Os legados de Norberto Bobbio
Prof. Miguel Reale*
Quando, em 1983, Norberto Bobbio veio ao Brasil, a convite da Universidade de Brasília, coube-me a honra de saudá-lo em nome dos pensadores brasileiros. Lembrei, de início, que tivera a iniciativa, na década de 1960, de tornar mais conhecido seu pensamento entre nós graças à inclusão, na “Coleção Direito e Cultura”, por mim dirigida na Editora Saraiva, de bem escrita monografia de autoria do padre Astério de Campos sobre suas teorias.
Desde então fiquei cada vez mais convencido de que Bobbio nunca se preocupou com a qualificação de sua própria posição filosófica, preferindo o papel de maior esclarecedor e mentor das idéias jurídicas e políticas fundamentais, visando sempre o aprimoramento da democracia.

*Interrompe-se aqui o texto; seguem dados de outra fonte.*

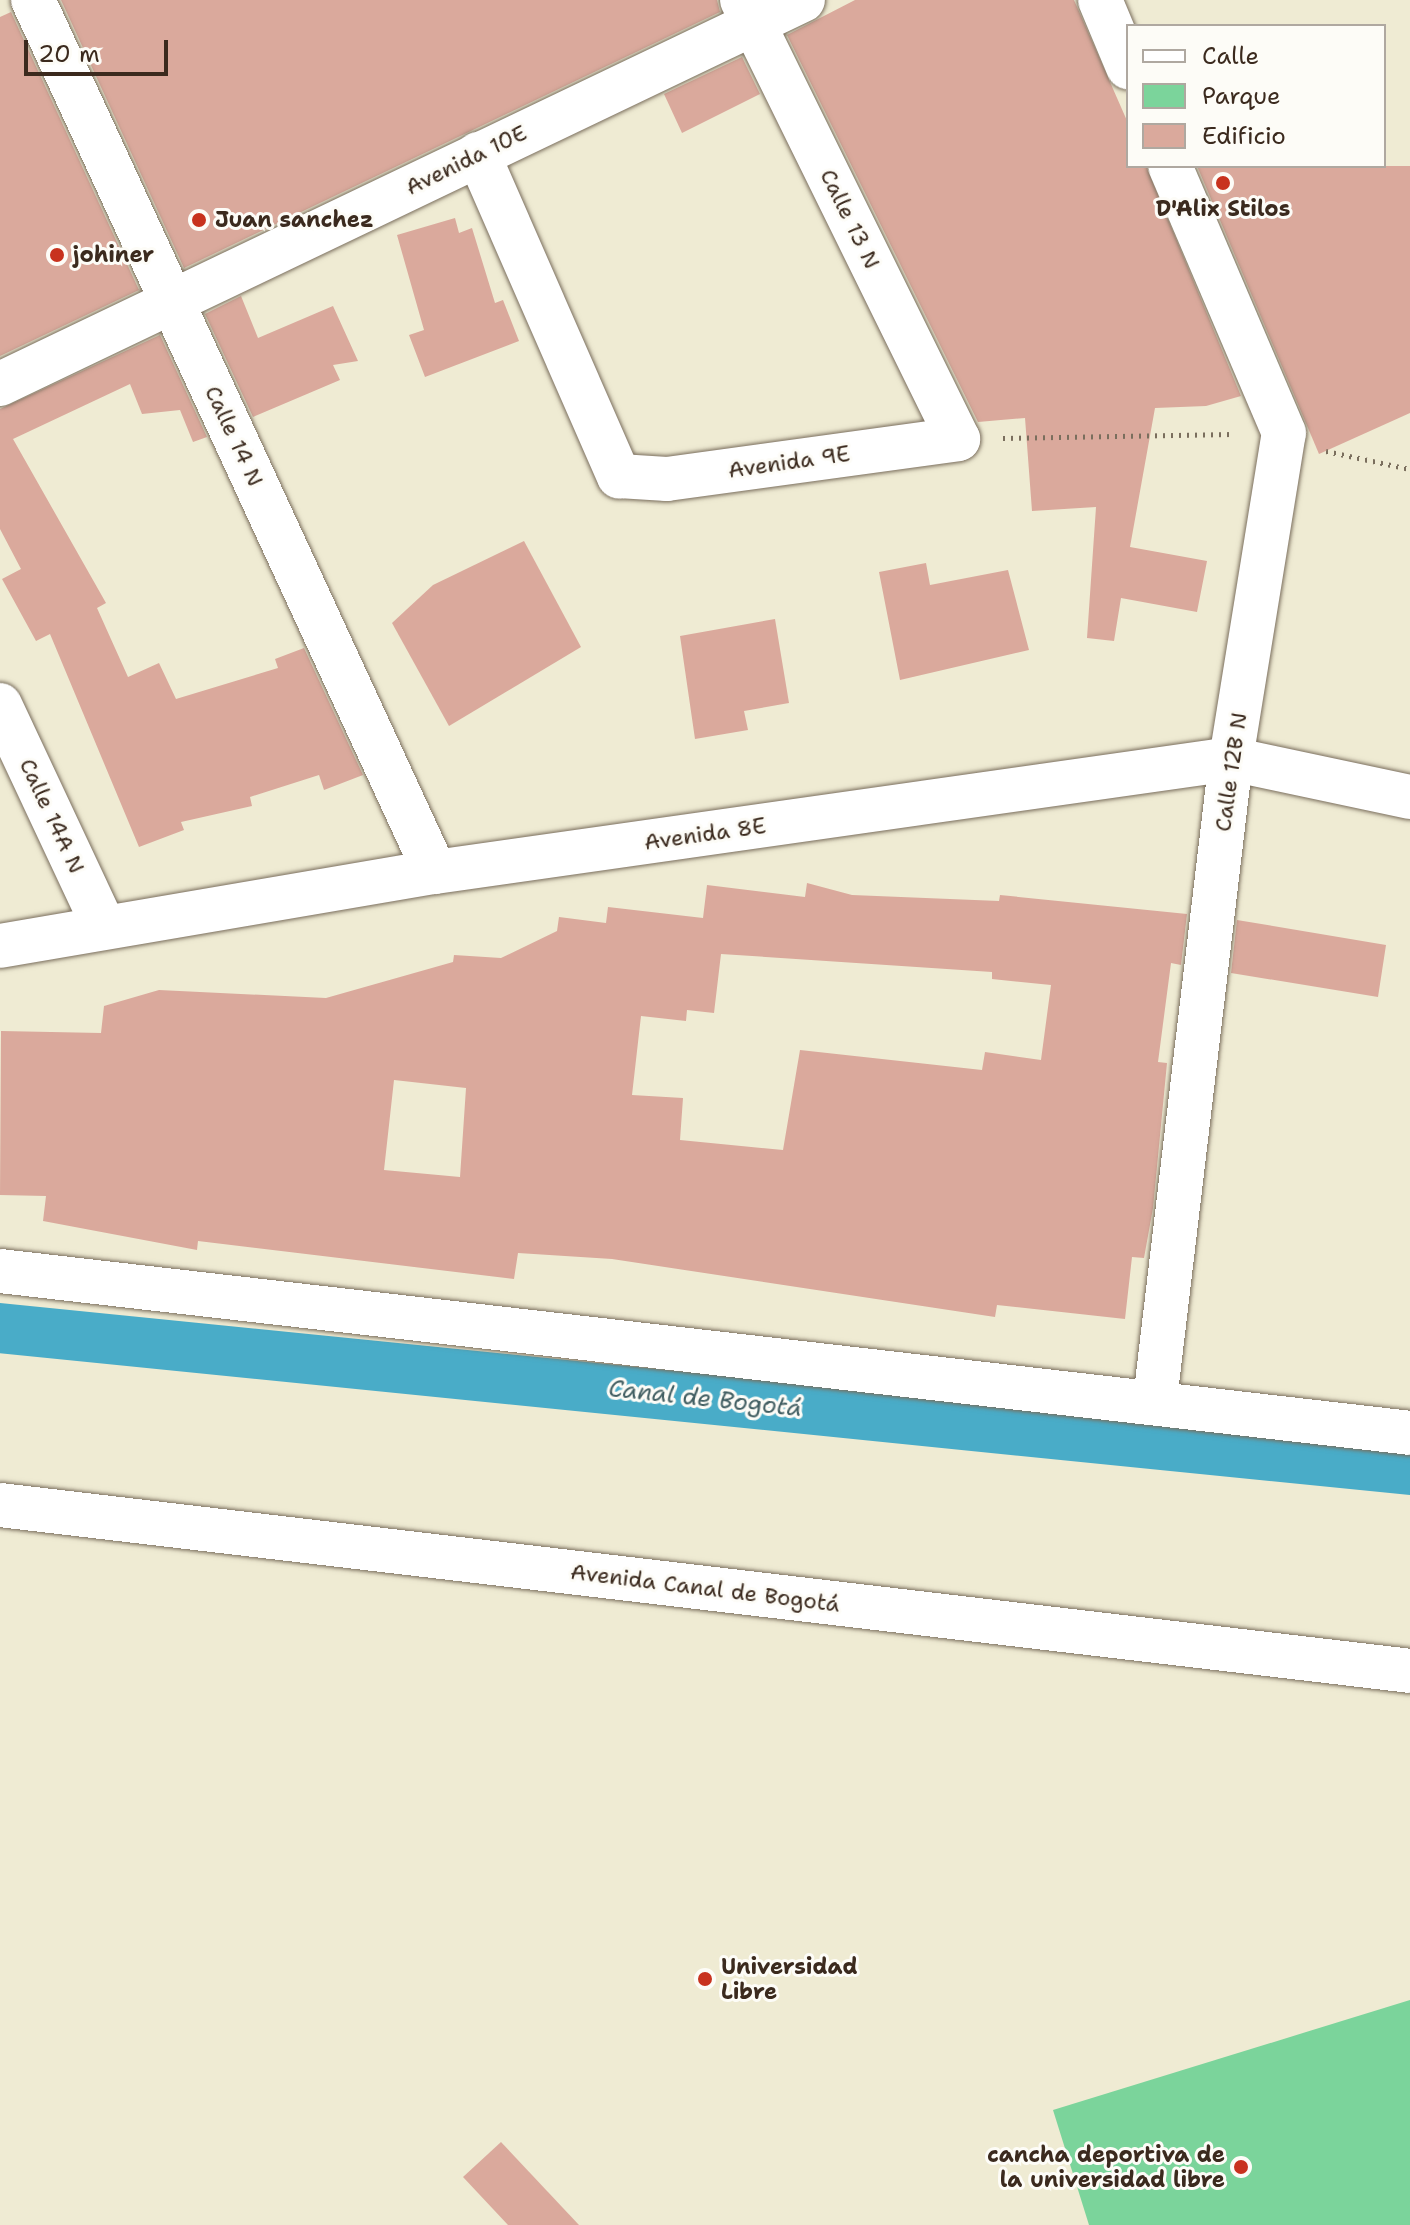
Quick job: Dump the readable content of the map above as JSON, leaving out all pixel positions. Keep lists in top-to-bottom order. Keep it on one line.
{"streets":{"street":["Avenida 10E","Calle 13 N","Calle 14 N","Avenida 9E","Calle 12B N","Calle 14A N","Avenida 8E","Avenida Canal de Bogotá"]},"crossings":[["Avenida 10E","Calle 13 N"],["Avenida 10E","Calle 14 N"],["Avenida 10E","Avenida 9E"],["Calle 13 N","Avenida 9E"],["Calle 14 N","Avenida 8E"],["Calle 12B N","Avenida 8E"],["Calle 14A N","Avenida 8E"]],"water":["Canal de Bogotá"],"places":["D'Alix Stilos","Juan sanchez","johiner","Universidad Libre","cancha deportiva de la universidad libre"],"legend":["Calle","Parque","Edificio"],"scale_bar":"20 m"}
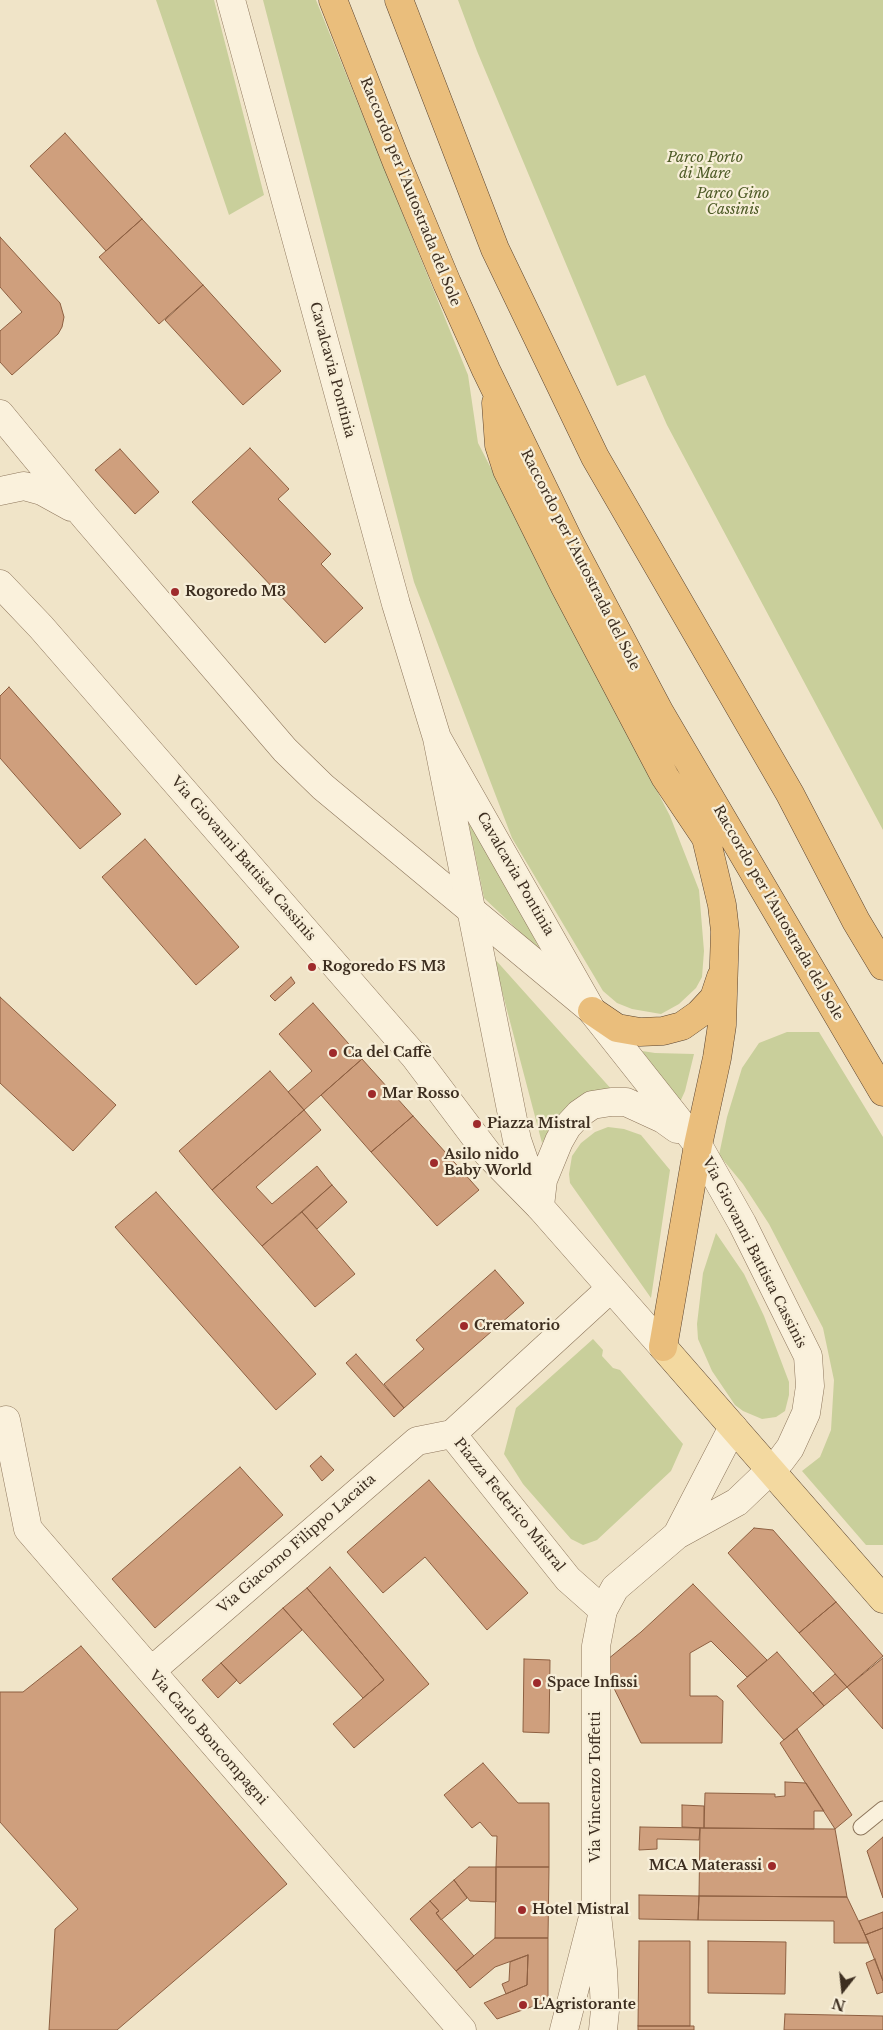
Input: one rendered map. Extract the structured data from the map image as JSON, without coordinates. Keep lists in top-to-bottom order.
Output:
{
  "streets": {
    "highway": ["Raccordo per l'Autostrada del Sole"],
    "main road": ["Via Giovanni Battista Cassinis"],
    "street": [
      "Cavalcavia Pontinia",
      "Piazza Federico Mistral",
      "Via Giacomo Filippo Lacaita",
      "Via Carlo Boncompagni",
      "Via Vincenzo Toffetti"
    ]
  },
  "crossings": [
    ["Cavalcavia Pontinia", "Via Giovanni Battista Cassinis"],
    ["Via Giovanni Battista Cassinis", "Piazza Federico Mistral"],
    ["Piazza Federico Mistral", "Via Giacomo Filippo Lacaita"],
    ["Piazza Federico Mistral", "Via Vincenzo Toffetti"],
    ["Via Giacomo Filippo Lacaita", "Via Carlo Boncompagni"]
  ],
  "parks": ["Parco Porto di Mare", "Parco Gino Cassinis"],
  "places": [
    "Rogoredo M3",
    "Rogoredo FS M3",
    "Ca del Caffè",
    "Mar Rosso",
    "Piazza Mistral",
    "Asilo nido Baby World",
    "Crematorio",
    "Space Infissi",
    "MCA Materassi",
    "Hotel Mistral",
    "L'Agristorante"
  ],
  "north": "bottom"
}
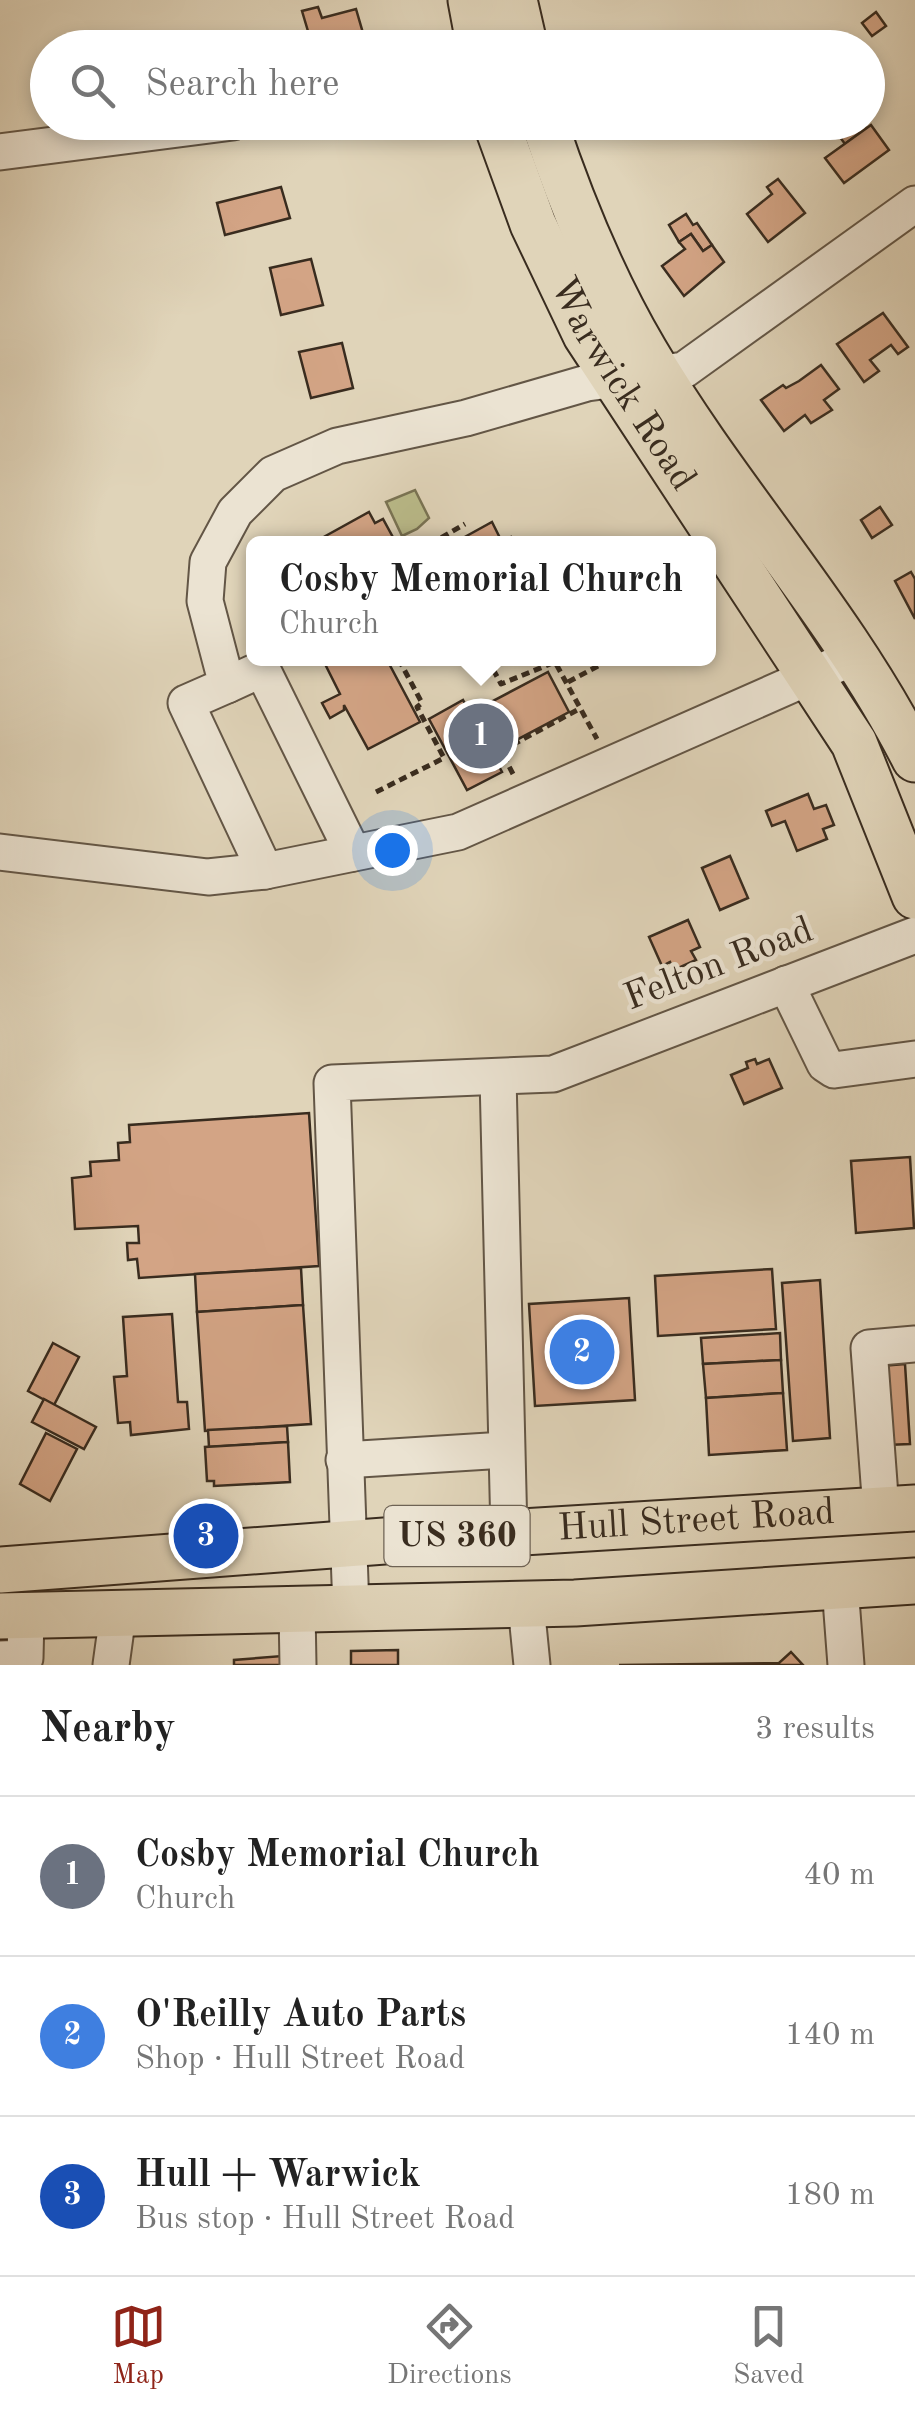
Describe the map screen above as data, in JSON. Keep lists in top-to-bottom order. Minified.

Assim sendo, declarei não considera-lo um neopositivista, como geralmente se fazia, mas sim um filósofo que timbrava em extrair o suco essencial das doutrinas, sem se filiar a nenhuma delas.
Na resposta por ele dada e que muito me sensibilizou, concordou o mestre itálico com a minha observação, chegando a se considerar menos um filósofo do que um teórico da ciência, sem ter tido jamais a pretensão de “formular concepções gerais da realidade” (cfr. Carlos Henrique Cardim, organizador – Bobbio no Brasil – Ed. Universidade de Brasília, 2001, pág. 31).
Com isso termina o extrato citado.